Death’s Mistress: Sister of Darkness: The Nicci Chronicles by Terry Goodkind


I’m not going to lie. I was scared to pick this up after Nest. However, I haven’t missed a Goodkind book yet and I wanted to give it a chance, if to prove myself wrong.

While reading Nest, I questioned whether I was remembering the incredible writing in Sword of Truth correctly, or if it’s always been the plain and expository style and I just didn’t see it behind the veil of my youth. It genuinely scared me.

So when I picked up Death’s Mistress, I began to read with a certain tightness in my chest. Did the illusion break after Nest?
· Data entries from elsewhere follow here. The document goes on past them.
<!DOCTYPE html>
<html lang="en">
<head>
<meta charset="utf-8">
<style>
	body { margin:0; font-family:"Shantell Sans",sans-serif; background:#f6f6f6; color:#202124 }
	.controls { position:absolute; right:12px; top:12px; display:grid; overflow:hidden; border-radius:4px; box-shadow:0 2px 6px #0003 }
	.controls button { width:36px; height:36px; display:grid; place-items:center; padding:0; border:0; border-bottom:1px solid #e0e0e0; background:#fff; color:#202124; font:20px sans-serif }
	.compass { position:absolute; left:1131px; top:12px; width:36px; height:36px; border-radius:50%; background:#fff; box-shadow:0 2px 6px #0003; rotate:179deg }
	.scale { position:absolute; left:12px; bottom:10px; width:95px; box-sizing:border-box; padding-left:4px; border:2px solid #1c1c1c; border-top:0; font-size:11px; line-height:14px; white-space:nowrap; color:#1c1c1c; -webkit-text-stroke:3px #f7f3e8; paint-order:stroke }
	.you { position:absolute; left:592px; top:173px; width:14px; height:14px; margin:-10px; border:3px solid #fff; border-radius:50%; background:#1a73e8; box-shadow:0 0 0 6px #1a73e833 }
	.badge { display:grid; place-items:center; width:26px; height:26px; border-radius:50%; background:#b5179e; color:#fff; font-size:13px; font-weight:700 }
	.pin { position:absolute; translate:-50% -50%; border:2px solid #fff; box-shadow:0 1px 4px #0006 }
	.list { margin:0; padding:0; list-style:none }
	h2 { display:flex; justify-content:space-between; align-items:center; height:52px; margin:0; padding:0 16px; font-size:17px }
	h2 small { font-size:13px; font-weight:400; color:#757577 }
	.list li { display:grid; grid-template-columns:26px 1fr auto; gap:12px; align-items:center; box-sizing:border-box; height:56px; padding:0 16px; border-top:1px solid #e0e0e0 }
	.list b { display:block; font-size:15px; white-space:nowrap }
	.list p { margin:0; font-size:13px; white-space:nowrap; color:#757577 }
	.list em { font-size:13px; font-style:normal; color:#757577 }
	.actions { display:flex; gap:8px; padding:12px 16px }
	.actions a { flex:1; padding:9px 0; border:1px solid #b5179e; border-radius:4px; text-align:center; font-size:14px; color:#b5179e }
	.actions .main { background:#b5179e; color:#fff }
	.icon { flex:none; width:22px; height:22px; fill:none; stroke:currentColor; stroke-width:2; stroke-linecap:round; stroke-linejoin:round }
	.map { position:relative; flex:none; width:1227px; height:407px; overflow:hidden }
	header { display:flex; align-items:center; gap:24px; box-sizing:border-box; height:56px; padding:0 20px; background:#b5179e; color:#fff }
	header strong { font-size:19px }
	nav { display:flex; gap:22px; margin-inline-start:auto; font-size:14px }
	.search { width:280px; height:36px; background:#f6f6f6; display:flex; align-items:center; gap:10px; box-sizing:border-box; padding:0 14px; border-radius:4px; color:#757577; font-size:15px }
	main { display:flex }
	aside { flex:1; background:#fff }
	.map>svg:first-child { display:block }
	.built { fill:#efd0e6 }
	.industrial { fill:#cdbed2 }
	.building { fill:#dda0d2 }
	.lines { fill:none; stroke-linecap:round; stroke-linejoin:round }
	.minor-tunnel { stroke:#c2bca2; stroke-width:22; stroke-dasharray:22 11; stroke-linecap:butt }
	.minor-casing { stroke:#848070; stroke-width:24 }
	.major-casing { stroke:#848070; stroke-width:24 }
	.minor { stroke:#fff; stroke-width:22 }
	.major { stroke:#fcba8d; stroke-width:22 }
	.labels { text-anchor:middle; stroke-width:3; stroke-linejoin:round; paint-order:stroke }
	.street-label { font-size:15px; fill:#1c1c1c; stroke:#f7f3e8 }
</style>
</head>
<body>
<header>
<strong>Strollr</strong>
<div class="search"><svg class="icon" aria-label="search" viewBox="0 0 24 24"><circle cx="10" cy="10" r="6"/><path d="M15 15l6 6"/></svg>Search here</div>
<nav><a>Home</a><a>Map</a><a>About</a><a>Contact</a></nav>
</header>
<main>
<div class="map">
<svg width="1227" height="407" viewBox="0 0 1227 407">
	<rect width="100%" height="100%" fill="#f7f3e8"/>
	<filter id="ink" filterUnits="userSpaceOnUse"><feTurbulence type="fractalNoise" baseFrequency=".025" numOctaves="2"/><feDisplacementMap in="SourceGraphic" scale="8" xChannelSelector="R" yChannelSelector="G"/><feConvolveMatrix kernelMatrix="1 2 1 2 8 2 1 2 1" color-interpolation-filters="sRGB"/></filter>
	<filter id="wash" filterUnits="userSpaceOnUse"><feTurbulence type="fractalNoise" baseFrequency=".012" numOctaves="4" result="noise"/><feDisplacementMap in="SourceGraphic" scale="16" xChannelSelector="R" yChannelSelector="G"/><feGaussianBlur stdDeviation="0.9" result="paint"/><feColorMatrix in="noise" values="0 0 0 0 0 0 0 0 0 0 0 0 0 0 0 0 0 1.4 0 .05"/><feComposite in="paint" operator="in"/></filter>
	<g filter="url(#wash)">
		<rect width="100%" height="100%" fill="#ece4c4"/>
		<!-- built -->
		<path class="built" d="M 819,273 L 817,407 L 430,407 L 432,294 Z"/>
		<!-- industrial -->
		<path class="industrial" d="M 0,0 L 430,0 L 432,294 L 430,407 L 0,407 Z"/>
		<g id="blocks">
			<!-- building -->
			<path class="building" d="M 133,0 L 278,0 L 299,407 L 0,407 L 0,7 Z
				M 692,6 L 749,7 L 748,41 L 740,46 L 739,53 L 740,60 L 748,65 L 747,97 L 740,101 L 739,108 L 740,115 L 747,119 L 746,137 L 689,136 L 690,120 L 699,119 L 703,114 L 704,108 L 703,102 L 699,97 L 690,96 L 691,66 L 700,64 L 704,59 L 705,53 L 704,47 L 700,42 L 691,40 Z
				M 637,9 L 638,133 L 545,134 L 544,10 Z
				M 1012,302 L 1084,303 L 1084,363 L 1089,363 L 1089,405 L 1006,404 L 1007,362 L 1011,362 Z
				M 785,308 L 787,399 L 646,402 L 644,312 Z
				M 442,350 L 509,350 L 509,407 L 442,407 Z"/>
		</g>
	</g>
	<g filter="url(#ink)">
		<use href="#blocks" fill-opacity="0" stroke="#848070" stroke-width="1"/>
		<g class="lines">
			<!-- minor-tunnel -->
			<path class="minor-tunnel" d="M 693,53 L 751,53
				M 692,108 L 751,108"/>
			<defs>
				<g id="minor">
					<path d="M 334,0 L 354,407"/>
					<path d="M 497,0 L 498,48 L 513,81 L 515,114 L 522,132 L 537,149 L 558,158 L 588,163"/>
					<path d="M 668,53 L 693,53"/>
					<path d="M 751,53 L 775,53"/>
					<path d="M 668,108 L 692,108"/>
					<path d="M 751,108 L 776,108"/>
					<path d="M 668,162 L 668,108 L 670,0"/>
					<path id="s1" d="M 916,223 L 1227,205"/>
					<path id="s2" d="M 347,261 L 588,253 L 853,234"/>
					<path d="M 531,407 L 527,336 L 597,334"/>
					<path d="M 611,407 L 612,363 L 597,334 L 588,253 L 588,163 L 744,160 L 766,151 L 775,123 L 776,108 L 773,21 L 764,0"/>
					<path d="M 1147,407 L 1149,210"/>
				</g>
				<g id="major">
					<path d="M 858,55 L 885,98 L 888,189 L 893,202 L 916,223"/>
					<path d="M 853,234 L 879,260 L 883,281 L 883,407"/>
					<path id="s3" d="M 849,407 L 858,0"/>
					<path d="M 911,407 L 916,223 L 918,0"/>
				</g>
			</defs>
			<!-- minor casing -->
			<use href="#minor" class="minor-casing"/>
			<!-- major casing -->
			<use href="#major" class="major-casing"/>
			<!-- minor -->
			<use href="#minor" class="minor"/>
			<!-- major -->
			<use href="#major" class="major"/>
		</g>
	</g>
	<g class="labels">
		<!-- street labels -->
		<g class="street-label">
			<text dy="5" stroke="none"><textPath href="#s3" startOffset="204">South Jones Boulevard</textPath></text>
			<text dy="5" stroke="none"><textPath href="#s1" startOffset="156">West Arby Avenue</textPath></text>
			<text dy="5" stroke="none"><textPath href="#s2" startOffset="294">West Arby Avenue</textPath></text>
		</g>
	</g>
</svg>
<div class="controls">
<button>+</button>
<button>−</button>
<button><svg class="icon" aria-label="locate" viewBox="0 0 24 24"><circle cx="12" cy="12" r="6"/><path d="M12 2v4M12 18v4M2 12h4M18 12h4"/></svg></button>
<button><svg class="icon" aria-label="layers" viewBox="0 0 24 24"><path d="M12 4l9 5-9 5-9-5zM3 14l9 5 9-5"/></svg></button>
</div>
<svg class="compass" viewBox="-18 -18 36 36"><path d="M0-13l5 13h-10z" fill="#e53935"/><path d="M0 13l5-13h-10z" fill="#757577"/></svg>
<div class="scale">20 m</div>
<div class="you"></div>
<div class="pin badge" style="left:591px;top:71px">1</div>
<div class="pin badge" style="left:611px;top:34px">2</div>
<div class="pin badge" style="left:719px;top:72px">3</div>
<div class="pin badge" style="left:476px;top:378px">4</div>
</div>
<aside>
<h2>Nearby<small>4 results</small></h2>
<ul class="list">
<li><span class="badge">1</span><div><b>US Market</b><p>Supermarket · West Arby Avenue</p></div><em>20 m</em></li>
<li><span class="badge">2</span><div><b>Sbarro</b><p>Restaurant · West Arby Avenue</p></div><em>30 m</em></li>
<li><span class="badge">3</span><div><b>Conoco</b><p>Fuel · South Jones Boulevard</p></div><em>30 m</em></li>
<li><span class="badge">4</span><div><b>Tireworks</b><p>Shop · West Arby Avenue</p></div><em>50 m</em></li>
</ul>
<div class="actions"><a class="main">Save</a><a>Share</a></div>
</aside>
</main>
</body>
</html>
Will I find it dull and boring?

The first page answered with a loud, resounding no.

From just the first page, all my fears had vanished and I was immersed into a world of magic and fantasy. I walked along Nicci and Nathan on the skull graveyard, going to see Red the witch. I breathed the air and listened to the crows. God I love that world. I grew up in it. I lived in it. For some people, it’s The Lord of the Rings. For others it’s A Song of Ice and Fire. But for me, it is and has always been the Sword of Truth.

This book was dark and gritty at times but a far cry from the latest Richard and Kahlan series. It wasn’t all suffering and torture and death. It was a true epic adventure, told like episodes in a TV show, with familiar charismatic and likable characters. There were battles and magic and prophesy. And yes, there was death, but after the first few jabs in my chest I learned not to get too attached to anyone, and for good reason. There was no romance, and the book is better for it.

Let me confess something: I used to be a skimmer. I would skim pages upon pages of description because I wanted to get to the ‘good parts’ aka dialogue. My brain was already giving me all the imagery I needed.

But this book? All of it were the good parts. I read, in awe, the descriptions that Goodkind had written, guessing words I’d never heard of through context because if I looked them all up I would never have finished the book. And yet they flowed seamlessly, transporting me from my living room into the book. Maybe it’s because I’m a writer that I appreciated it all, but I could not stop being amazed. If you’re writing an epic fantasy and you need help with how to describe pretty much anything, this is the book to reference. Wow. Just wow.

Overall, I enjoyed the story, and I will definitely be picking up the next volume. I still wish we got a second Confessor book but I’ll take this too. There’s always a chance he’ll write it in the future.